[Dataset entries]
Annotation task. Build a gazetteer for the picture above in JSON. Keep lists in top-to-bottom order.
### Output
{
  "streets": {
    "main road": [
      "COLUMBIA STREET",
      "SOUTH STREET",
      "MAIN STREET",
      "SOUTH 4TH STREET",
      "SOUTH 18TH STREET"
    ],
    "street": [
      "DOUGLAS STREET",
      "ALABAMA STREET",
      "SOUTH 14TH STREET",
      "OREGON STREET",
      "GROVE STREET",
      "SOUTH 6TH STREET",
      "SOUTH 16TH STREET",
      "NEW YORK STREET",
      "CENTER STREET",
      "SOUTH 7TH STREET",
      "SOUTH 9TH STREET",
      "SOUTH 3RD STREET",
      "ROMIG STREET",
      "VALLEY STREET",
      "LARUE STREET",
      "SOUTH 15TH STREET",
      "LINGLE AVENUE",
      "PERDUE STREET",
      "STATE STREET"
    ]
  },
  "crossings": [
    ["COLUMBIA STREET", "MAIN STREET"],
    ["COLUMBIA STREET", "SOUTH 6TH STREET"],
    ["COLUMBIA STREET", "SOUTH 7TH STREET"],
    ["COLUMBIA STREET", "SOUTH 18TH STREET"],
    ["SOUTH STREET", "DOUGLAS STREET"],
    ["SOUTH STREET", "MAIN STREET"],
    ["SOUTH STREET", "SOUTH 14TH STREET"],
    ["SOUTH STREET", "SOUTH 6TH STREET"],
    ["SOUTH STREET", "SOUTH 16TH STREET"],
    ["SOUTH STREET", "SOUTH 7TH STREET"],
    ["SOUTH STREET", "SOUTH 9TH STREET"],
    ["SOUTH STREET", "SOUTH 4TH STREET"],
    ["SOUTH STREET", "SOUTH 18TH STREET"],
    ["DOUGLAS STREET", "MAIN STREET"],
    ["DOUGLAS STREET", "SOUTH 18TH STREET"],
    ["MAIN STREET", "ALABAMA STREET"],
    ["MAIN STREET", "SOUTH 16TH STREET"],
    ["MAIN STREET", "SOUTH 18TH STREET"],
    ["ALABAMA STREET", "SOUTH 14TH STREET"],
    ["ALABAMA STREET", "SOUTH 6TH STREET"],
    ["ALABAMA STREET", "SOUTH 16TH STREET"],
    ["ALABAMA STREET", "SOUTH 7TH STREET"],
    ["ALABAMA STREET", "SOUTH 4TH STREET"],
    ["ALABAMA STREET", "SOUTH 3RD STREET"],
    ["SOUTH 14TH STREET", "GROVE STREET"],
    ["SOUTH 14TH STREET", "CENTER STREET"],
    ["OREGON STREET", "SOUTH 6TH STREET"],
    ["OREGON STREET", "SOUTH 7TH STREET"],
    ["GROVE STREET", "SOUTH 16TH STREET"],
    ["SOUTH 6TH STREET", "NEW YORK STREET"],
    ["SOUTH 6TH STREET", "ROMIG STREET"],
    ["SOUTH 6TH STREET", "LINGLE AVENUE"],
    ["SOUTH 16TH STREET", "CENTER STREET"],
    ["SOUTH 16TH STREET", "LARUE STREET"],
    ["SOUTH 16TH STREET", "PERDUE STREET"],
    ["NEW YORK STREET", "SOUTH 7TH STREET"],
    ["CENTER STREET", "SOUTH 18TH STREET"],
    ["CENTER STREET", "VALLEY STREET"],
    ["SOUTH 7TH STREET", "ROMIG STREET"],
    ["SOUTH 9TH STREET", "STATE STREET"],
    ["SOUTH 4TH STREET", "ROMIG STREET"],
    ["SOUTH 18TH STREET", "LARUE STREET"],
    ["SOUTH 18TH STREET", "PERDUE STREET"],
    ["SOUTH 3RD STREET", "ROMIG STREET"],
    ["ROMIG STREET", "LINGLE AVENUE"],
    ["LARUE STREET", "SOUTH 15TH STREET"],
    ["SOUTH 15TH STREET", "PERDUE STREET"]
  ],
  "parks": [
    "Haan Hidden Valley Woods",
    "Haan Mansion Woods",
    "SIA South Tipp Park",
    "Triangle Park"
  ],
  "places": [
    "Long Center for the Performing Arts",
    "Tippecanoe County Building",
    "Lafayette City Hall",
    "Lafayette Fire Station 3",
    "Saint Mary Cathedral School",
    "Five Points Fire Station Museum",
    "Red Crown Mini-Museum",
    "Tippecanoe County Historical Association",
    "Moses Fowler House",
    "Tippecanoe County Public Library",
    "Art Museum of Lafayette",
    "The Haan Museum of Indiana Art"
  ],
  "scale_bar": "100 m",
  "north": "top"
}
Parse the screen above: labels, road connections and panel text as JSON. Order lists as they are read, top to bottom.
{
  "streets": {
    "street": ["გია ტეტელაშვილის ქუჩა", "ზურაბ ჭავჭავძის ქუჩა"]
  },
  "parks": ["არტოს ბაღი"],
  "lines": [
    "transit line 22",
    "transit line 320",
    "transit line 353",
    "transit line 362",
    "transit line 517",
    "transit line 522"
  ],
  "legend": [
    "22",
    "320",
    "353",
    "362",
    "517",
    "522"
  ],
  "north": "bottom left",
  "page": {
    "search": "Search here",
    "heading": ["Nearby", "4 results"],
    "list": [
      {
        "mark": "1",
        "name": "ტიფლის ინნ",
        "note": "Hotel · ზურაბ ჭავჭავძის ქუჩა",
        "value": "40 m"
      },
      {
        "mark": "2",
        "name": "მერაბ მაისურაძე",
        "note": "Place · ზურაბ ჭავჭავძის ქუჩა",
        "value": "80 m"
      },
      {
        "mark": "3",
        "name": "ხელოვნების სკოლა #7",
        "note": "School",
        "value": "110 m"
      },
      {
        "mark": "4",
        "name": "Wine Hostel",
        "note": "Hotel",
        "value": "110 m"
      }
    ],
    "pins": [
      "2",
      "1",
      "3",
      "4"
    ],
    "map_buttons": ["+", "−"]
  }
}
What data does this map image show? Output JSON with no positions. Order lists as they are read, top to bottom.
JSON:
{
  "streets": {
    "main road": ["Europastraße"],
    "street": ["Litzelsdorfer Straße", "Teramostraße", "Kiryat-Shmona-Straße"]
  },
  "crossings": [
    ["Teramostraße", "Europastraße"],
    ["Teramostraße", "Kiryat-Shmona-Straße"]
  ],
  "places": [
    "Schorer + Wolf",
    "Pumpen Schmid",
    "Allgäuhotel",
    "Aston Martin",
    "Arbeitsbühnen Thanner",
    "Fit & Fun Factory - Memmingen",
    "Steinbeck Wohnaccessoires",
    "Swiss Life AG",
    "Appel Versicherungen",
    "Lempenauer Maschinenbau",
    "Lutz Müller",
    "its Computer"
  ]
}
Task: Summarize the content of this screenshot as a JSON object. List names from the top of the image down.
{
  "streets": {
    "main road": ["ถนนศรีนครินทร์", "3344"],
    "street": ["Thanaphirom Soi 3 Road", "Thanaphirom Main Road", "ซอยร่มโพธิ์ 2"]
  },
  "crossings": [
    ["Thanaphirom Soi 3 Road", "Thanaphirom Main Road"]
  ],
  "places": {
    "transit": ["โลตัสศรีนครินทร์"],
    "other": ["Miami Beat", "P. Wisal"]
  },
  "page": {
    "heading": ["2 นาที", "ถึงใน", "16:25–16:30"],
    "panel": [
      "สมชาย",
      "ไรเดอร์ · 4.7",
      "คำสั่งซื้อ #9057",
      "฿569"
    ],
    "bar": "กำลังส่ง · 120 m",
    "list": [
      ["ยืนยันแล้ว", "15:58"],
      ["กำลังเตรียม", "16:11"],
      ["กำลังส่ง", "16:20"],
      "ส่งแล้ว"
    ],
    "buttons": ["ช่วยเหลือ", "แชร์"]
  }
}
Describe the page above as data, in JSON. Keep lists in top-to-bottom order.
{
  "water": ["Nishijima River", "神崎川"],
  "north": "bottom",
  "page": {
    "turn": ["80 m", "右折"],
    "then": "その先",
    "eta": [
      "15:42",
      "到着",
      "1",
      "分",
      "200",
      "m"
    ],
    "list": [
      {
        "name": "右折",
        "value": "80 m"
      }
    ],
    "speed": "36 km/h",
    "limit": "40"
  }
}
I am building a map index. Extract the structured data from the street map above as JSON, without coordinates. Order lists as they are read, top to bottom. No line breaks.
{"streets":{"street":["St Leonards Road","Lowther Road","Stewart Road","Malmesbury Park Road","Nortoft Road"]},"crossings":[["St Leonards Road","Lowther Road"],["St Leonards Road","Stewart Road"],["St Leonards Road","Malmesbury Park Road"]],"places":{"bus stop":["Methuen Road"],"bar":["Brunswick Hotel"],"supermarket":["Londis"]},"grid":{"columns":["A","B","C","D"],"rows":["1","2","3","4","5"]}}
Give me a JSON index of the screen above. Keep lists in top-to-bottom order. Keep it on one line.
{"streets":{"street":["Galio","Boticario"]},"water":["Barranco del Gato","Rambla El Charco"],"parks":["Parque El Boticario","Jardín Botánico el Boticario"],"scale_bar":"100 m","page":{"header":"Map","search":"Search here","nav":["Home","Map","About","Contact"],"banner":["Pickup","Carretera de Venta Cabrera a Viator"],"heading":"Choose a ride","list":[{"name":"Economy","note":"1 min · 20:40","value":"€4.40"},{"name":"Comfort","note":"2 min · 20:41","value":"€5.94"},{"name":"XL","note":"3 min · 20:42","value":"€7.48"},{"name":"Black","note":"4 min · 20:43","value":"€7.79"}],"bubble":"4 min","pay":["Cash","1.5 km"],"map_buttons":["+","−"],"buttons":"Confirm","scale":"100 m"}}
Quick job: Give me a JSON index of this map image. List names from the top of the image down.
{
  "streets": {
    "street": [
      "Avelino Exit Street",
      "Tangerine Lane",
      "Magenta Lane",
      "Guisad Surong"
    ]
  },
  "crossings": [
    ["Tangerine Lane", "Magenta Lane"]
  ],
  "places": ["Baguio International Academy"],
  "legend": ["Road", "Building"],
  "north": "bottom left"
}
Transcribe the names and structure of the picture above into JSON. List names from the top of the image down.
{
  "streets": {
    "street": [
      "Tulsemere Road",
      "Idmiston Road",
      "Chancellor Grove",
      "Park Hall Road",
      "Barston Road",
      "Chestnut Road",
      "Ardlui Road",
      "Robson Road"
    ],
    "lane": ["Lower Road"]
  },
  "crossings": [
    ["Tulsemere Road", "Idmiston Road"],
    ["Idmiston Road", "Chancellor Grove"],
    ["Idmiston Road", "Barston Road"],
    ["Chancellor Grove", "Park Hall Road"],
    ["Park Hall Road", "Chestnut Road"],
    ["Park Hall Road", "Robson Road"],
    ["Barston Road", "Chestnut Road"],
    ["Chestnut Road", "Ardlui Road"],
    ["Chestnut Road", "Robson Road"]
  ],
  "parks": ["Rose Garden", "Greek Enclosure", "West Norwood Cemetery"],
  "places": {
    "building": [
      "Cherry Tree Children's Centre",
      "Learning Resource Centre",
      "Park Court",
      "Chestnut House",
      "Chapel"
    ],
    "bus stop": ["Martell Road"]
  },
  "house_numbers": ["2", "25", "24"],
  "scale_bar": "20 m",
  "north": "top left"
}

- _Task objective_
Tally the lines in the data that contain the string "ქუჩა". Report only the total.

- _Written response_
3